Hem madem dünyanın her hatanın başı olan mezmum muhabbeti değil belki esmaya ve âhirete bakan iki yüzünü, esma ve âhiret için sevmiş ve ibadet-i fikriye ile o yüzleri mamur etmiş, güya bütün dünyasıyla ibadet etmiş.
Elbette dünya kadar bir mükâfat alması, mukteza-yı rahmet ve hikmettir.

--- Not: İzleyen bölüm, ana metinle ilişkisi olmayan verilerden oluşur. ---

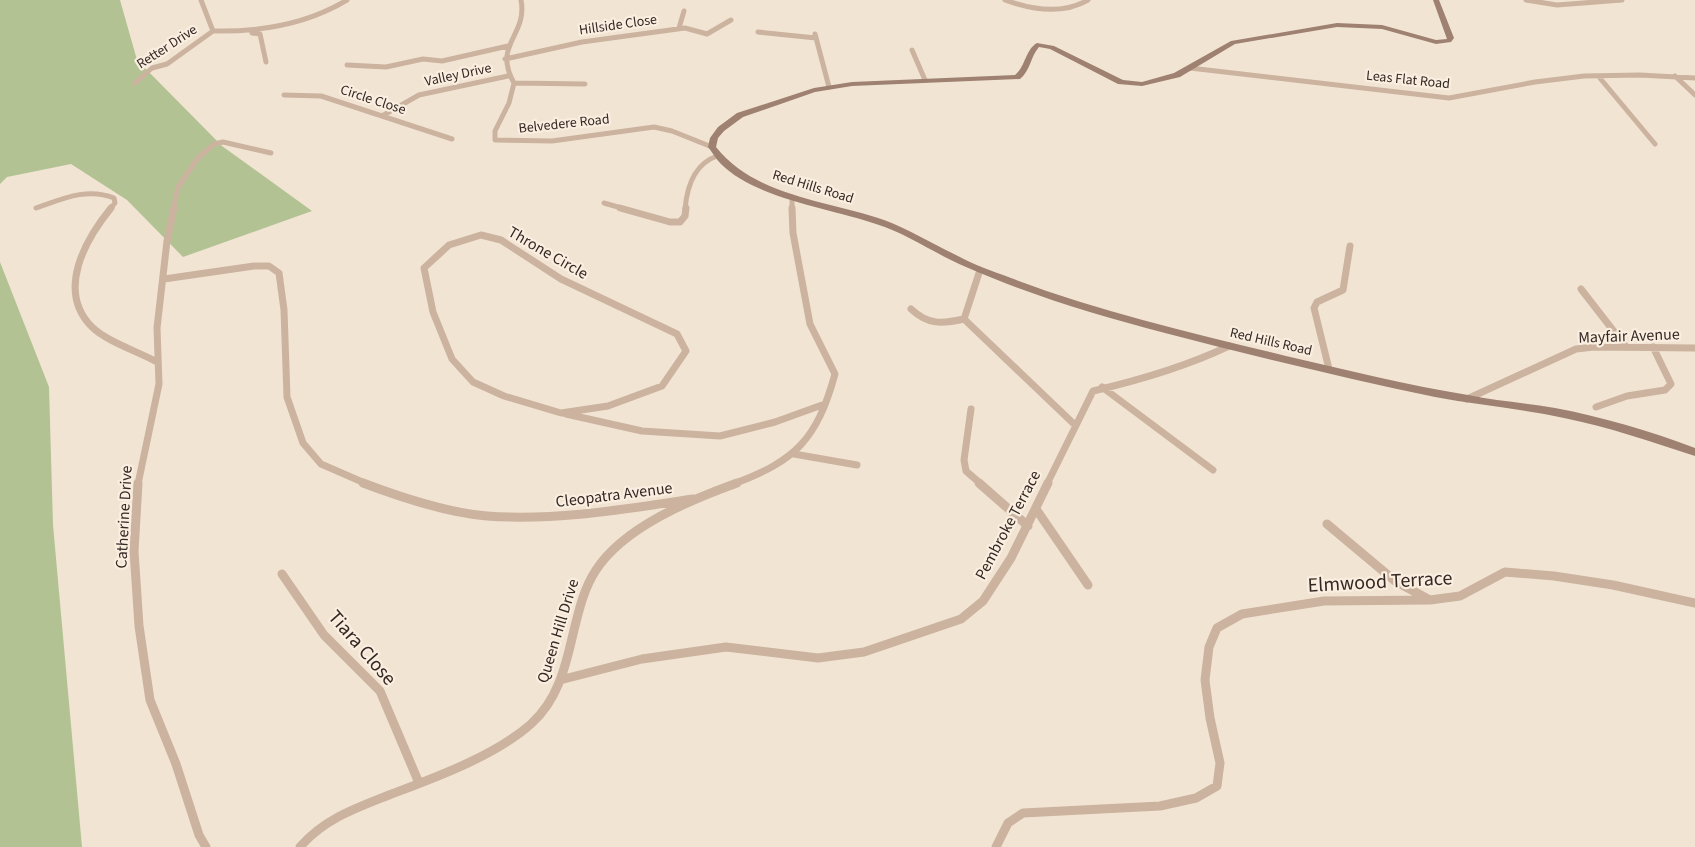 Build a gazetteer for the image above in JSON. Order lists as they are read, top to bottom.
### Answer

Hem madem âhiretin muhabbetiyle onun mezraasını sevmiş ve Cenab-ı Hakk’ın muhabbetiyle âyine-i esmasını sevmiş. Elbette dünya gibi bir mahbub ister. O da dünya kadar bir cennettir.
Sual: O kadar büyük ve hâlî bir cennet neye yarar?

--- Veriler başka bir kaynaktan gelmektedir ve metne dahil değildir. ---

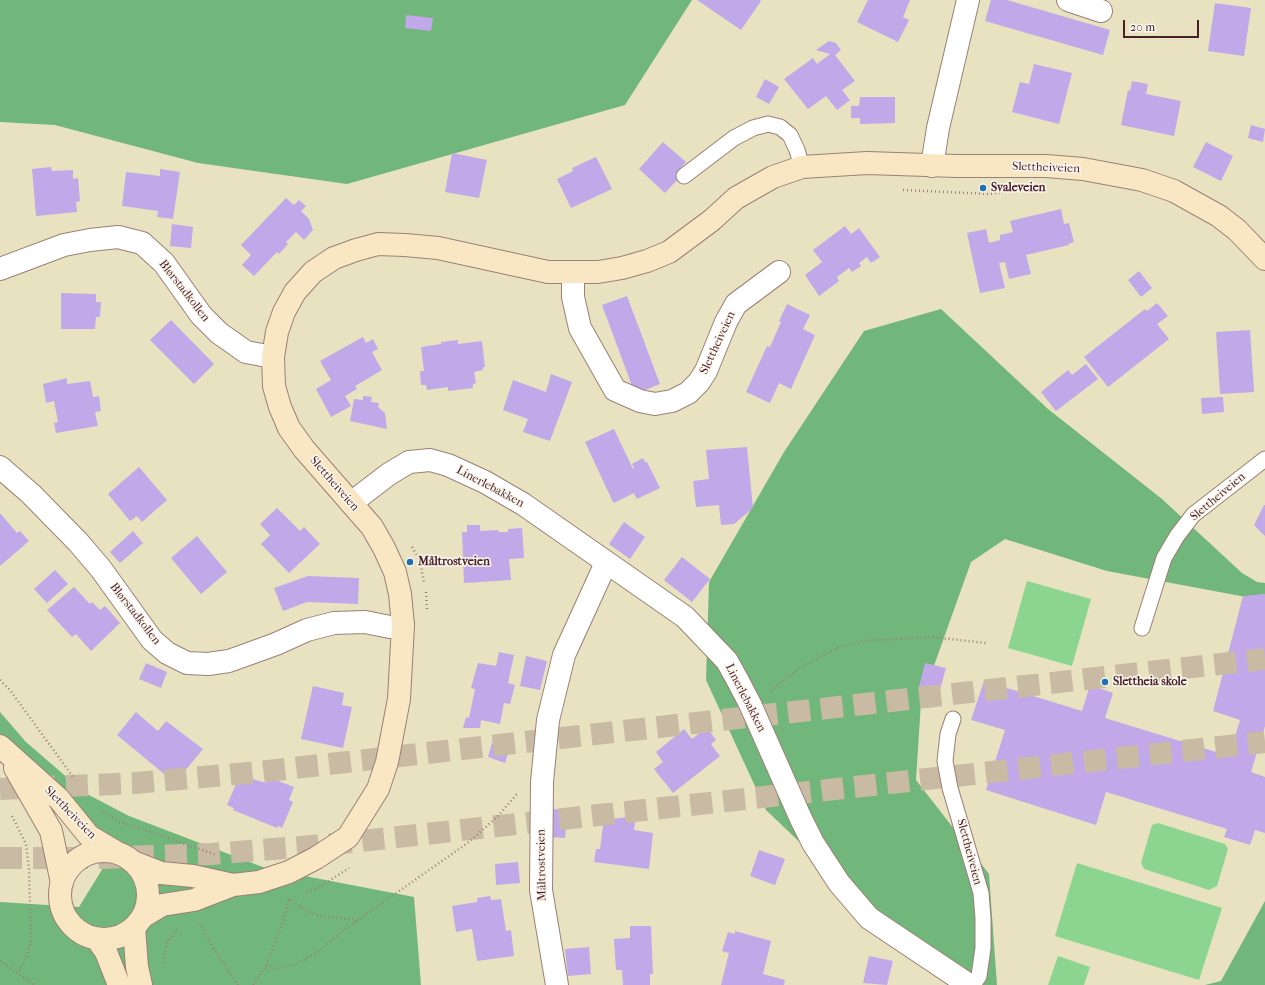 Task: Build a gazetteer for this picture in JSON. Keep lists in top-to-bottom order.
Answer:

Elcevap: Nasıl ki eğer mümkün olsa idi hayal süratiyle zeminin aktarını ve yıldızların ekserini gezsen “Bütün âlem benimdir.” diyebilirsin. Melâike ve insan ve hayvanların iştirakleri, senin o hükmünü bozmaz. Öyle de o cennet dahi dolu olsa “O cennet benimdir.” diyebilirsin. Hadîste bazı ehl-i cennete verilen beş yüz senelik bir cennet sırrı, Yirmi Sekizinci Söz’de ve İhlas Lem’ası’nda beyan edilmiştir.